In February, Menahan agreed that a $3,700 filing fee to propose an initiative was unconstitutional, saying it was a hindrance to Montanans’ ability to participate in the electoral process. He also found unconstitutional any review of an issue by the attorney general that goes beyond whether the proposal complies with statutory requirements.
But the plaintiffs continued to push to have other parts of the initiative review process changed by SB93 declared unconstitutional, and asked Menahan for summary judgment on the eight remaining portions of statute they challenged.
Two Parts of Law Struck Down
In his August 13 order, Menahan sided with the plaintiffs on two of those challenges and with the state on the remaining six.
He found the plaintiffs did have standing to challenge the part of the law that prohibits proponents from filing an initiative if it is “substantially the same” as a measure defeated by voters within the past four years.
“The world of politics is a changing world in which circumstances leading to the defeat of a ballot issue may change significantly between elections and voters may approve a previously unsuccessful ballot initiative,” Menahan wrote.
The state had argued the prohibition was in place to keep the same rejected measures from coming up for voters every couple of years, would make voter confusion less likely and would preserve state resources.
But Menahan sided with the plaintiffs, saying the portion of law violated Article III of the state Constitution that says people may enact laws by initiative “on all matters except appropriations of money and local or special laws.”
Menahan called the prohibition an “arbitrary hurdle” to Montanans participating in the initiative process, said voters could reject initiatives for various reasons because legal and political landscapes change, and noted that the legislature has no similar prohibition on bringing up the same bills in consecutive sessions even if they were previously rejected.
“Indeed, such a restriction would place an unconstitutional imitation on legislative power vested in the legislature under Article V, Section 1 of the Montana Constitution,” Menahan wrote.
Menahan also declared unconstitutional the requirement that interim legislative committees consider ballot initiatives before proponents can go out to gather signatures and give them a favorable or unfavorable vote whose results go on the face of the ballot petition.
Senate Republicans have fiercely defended that portion of law, now declared unconstitutional, this year. When the Montana Supreme Court found that the constitutional amendment initiative CI-128, which would put abortion protections into the state constitution, did not have to go through a legislative committee review because the attorney general never found the initiative legally sufficient – the court did – the Republicans on the Law and Justice Interim Committee decided to hold a hearing anyway despite the vote not going onto the petition.
Republicans on the Select Committee for Judicial Oversight and Review this week discussed drafting a committee bill that would require every initiative to go through a committee review and vote in an attempt to close what they see as a loophole after the Supreme Court’s decision.
But Menahan said the entire legislative review amounted to an unconstitutional and unnecessary hurdle in the petition process and said the legislature was needlessly involving itself in a process it has no rights to under the constitution.

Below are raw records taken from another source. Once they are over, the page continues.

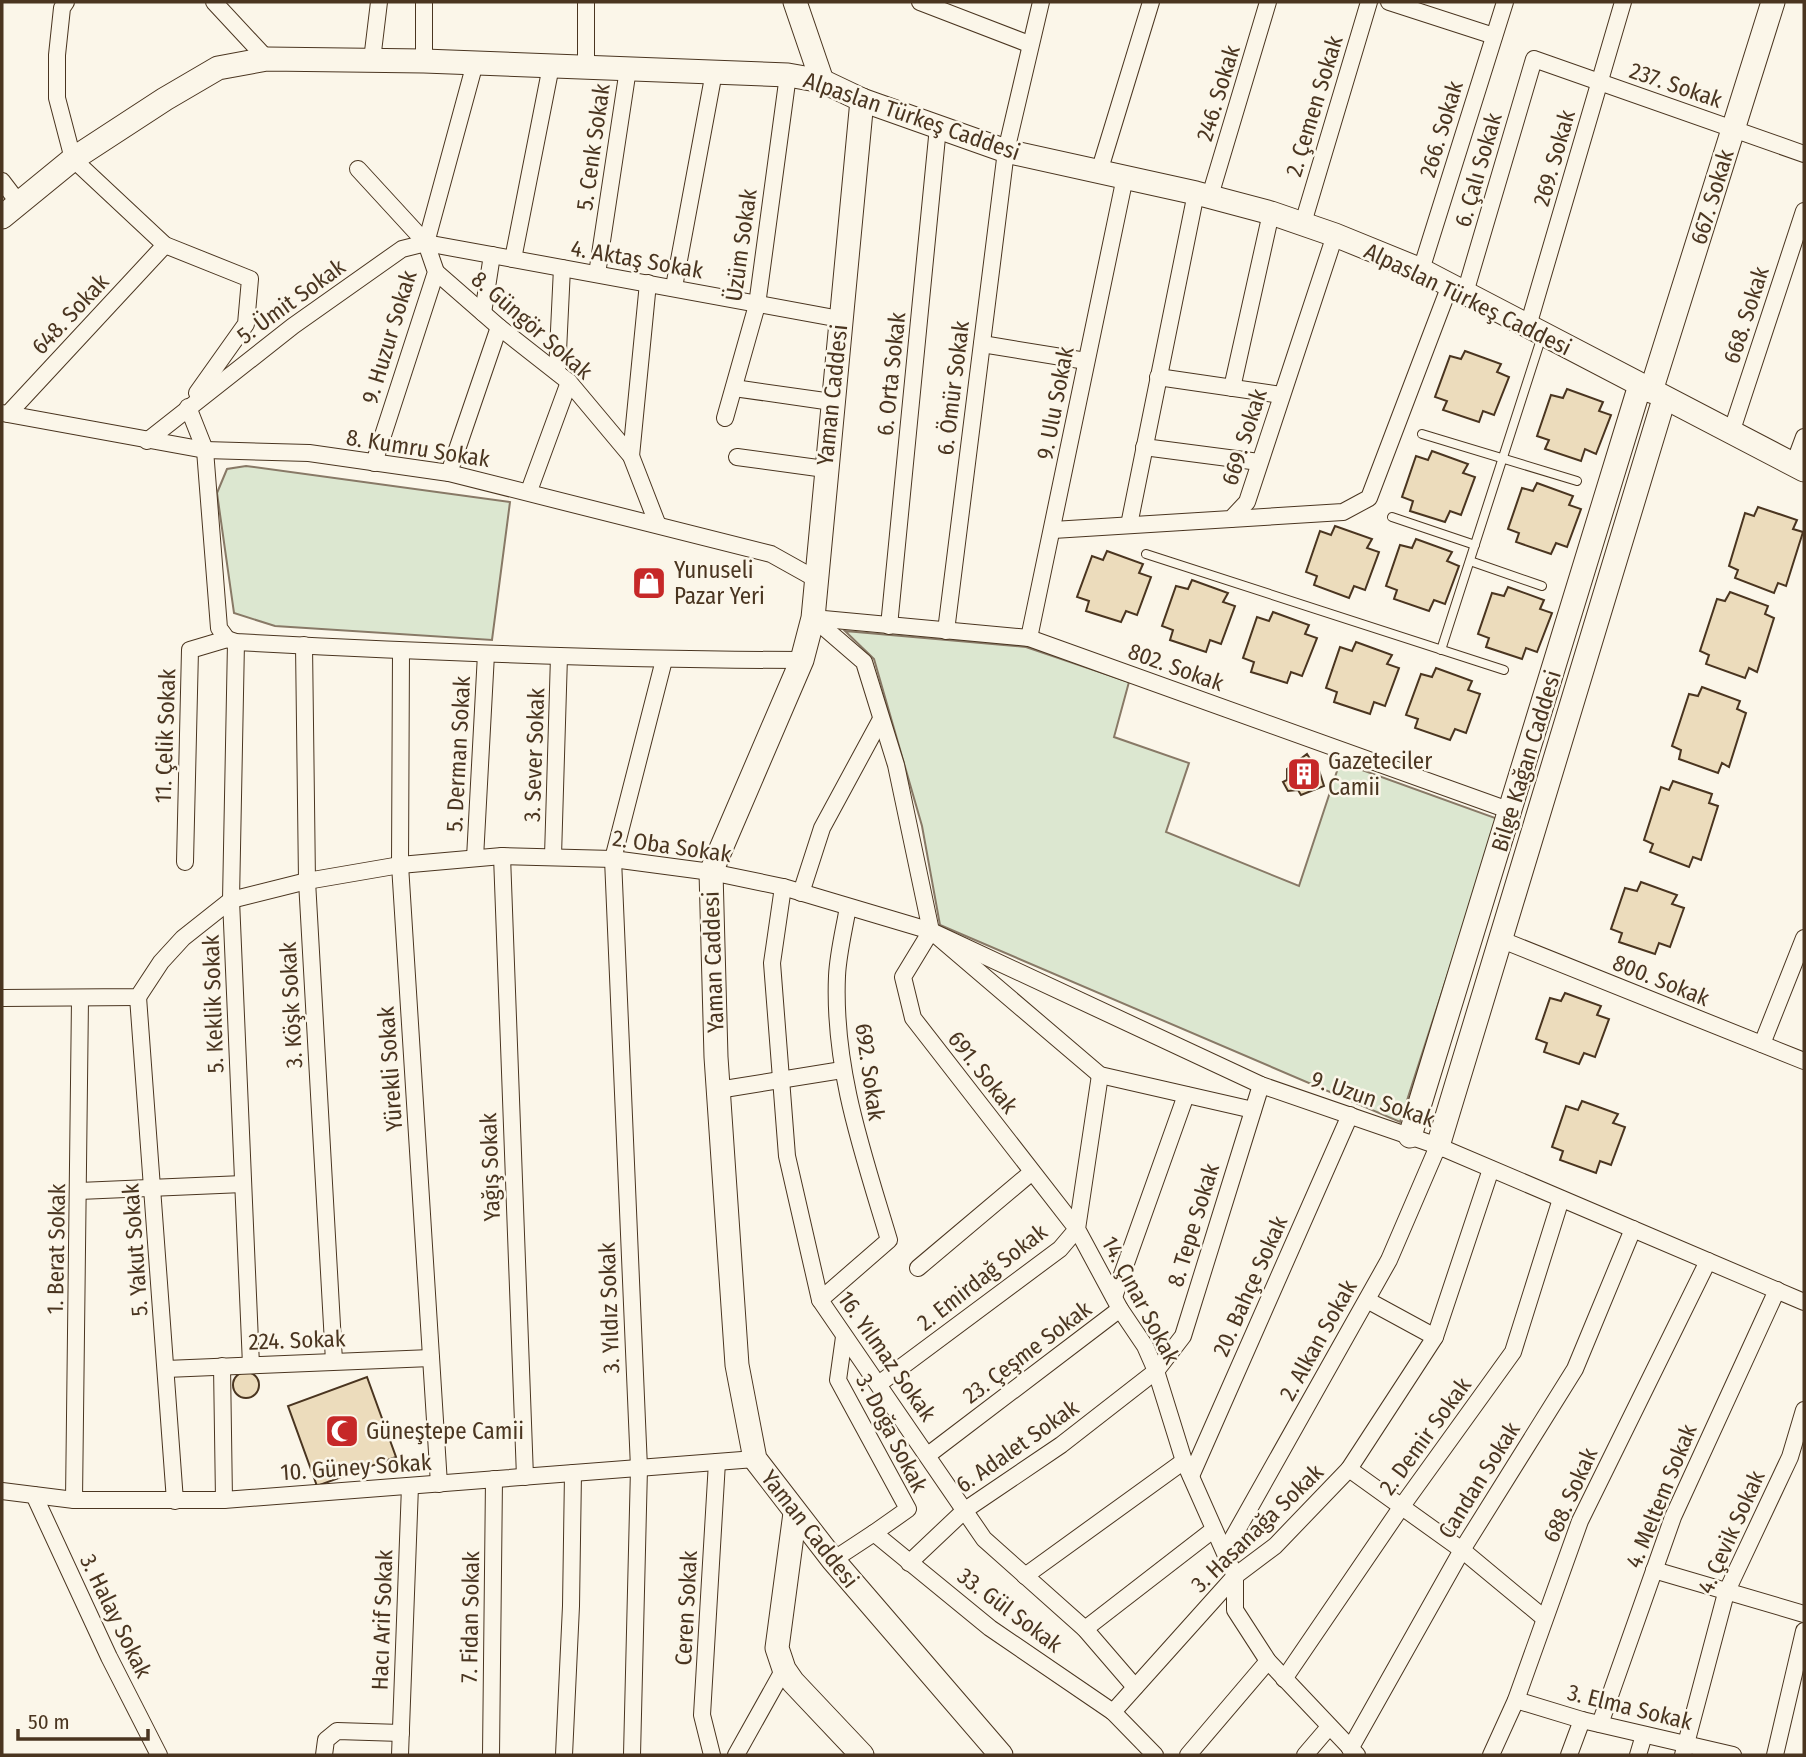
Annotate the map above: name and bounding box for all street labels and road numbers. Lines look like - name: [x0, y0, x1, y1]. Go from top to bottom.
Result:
- street label: 2. Çemen Sokak: [1279, 32, 1349, 180]
- street label: 246. Sokak: [1190, 42, 1246, 144]
- street label: 237. Sokak: [1626, 56, 1726, 114]
- street label: Alpaslan Türkeş Caddesi: [800, 66, 1024, 166]
- street label: 266. Sokak: [1413, 77, 1469, 180]
- street label: 5. Cenk Sokak: [570, 82, 616, 212]
- street label: 269. Sokak: [1527, 106, 1581, 209]
- street label: 6. Çalı Sokak: [1448, 109, 1508, 230]
- street label: 667. Sokak: [1684, 146, 1740, 248]
- street label: Üzüm Sokak: [719, 187, 763, 303]
- street label: 4. Aktaş Sokak: [569, 234, 706, 284]
- street label: Alpaslan Türkeş Caddesi: [1360, 237, 1576, 361]
- street label: 5. Ümit Sokak: [232, 252, 351, 350]
- street label: 668. Sokak: [1717, 263, 1775, 367]
- street label: 8. Güngör Sokak: [466, 265, 598, 385]
- street label: 9. Huzur Sokak: [355, 267, 423, 407]
- street label: 648. Sokak: [26, 268, 115, 360]
- street label: 6. Orta Sokak: [871, 311, 911, 437]
- street label: 6. Ömür Sokak: [931, 319, 975, 457]
- street label: Yaman Caddesi: [811, 323, 853, 467]
- street label: 9. Ulu Sokak: [1030, 344, 1080, 462]
- street label: 669. Sokak: [1215, 385, 1273, 489]
- street label: 8. Kumru Sokak: [344, 423, 492, 473]
- street label: 802. Sokak: [1124, 637, 1228, 697]
- street label: Bilge Kağan Caddesi: [1485, 667, 1567, 855]
- street label: 11. Çelik Sokak: [149, 668, 181, 804]
- street label: 5. Derman Sokak: [440, 675, 476, 833]
- street label: 3. Sever Sokak: [518, 687, 550, 823]
- street label: 2. Oba Sokak: [611, 824, 733, 868]
- street label: Yaman Caddesi: [697, 891, 729, 1033]
- street label: 5. Keklik Sokak: [197, 934, 229, 1074]
- street label: 3. Köşk Sokak: [274, 941, 308, 1069]
- street label: 800. Sokak: [1609, 948, 1714, 1012]
- street label: Yürekli Sokak: [372, 1005, 408, 1132]
- street label: 692. Sokak: [849, 1021, 891, 1123]
- street label: 691. Sokak: [942, 1025, 1024, 1119]
- street label: 9. Uzun Sokak: [1307, 1065, 1439, 1133]
- street label: Yağış Sokak: [474, 1112, 506, 1222]
- street label: 8. Tepe Sokak: [1161, 1160, 1225, 1290]
- street label: 5. Yakut Sokak: [116, 1182, 154, 1317]
- street label: 1. Berat Sokak: [41, 1183, 71, 1315]
- street label: 20. Bahçe Sokak: [1207, 1211, 1293, 1360]
- street label: 2. Emirdağ Sokak: [911, 1217, 1053, 1336]
- street label: 14. Çınar Sokak: [1096, 1232, 1186, 1369]
- street label: 3. Yıldız Sokak: [593, 1242, 625, 1374]
- street label: 2. Alkan Sokak: [1273, 1275, 1363, 1405]
- street label: 16. Yılmaz Sokak: [832, 1286, 942, 1427]
- street label: 23. Çeşme Sokak: [957, 1294, 1097, 1409]
- street label: 224. Sokak: [248, 1324, 346, 1356]
- street label: 3. Doğa Sokak: [850, 1369, 934, 1497]
- street label: 2. Demir Sokak: [1373, 1372, 1477, 1500]
- street label: 6. Adalet Sokak: [950, 1393, 1084, 1499]
- street label: Candan Sokak: [1432, 1416, 1526, 1543]
- street label: 4. Meltem Sokak: [1619, 1420, 1703, 1572]
- street label: 688. Sokak: [1537, 1443, 1603, 1547]
- street label: 10. Güney Sokak: [280, 1448, 433, 1486]
- street label: 3. Hasanağa Sokak: [1185, 1458, 1329, 1598]
- street label: Yaman Caddesi: [755, 1465, 865, 1593]
- street label: 4. Çevik Sokak: [1691, 1466, 1771, 1598]
- street label: Hacı Arif Sokak: [366, 1549, 398, 1691]
- street label: 3. Halay Sokak: [74, 1550, 158, 1683]
- street label: Ceren Sokak: [669, 1550, 703, 1666]
- street label: 7. Fidan Sokak: [455, 1551, 485, 1683]
- street label: 33. Gül Sokak: [952, 1562, 1068, 1659]
- street label: 3. Elma Sokak: [1565, 1678, 1696, 1736]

“The initiative and referendum process established in the Montana Constitution is intentionally separate from the legislature’s lawmaking authority,” Menahan wrote. “By requiring ballot proponents to include the legislature’s position on the face of their petitions, legislators have unlawfully inserted themselves into the people’s independent lawmaking process.”
Menahan said he was “unconvinced” by the state’s argument that the committee vote helps the public better exercise their political rights by expressing their opinions on a proposal through public comment.
“The initiative process specifically eschews the idea the people need the legislature’s participation or approval to exercise their political rights,” Menahan wrote. “If the legislature wishes to express an opinion on the proposed initiatives, it may do so through the voter information pamphlet after the initiative proponents have collected the necessary signatures to certify an initiative for the ballot.”
Judge Denies Summary Judgment on Other Claims
Menahan sided with the state on the remaining issues. He found the secretary of state has the authority to reject proposed initiatives if the final text is substantively different than the original language submitted to legislative services or if the attorney general finds one is legally insufficient.
He also found that the “harm to business” statement the attorney general can put on a petition if it would do “significant material harm” to business interests in the state is constitutional because it does not interfere with a proponents’ ability to advocate for or collect signatures for the initiative or their ability to participate in the process, in general.
“If an individual ballot proponent wishes to challenge the imposition of a harm to business statement on a specific ballot petition, the issue may be examined in context,” Menahan wrote. “However, based on the information currently before the court, plaintiffs have not established the harm to business statement requirement is unconstitutional in all applications.”
He similarly found that the attorney general may put a fiscal impact statement on a petition because it must be position neutral, cannot advocate for or against the initiative, and does not interfere with proponents’ ability to advocate for the initiative. He said the same happens for bills during the legislative session, which he said provides “important, content neutral information to potential voters.”
Menahan also rejected plaintiffs’ contention that the constitution does not allow the attorney general to reject proposed initiative language because it is legally insufficient, saying the Montana Supreme Court has upheld that review process several times since it took effect in 1977, including during the fight earlier this year over CI-128.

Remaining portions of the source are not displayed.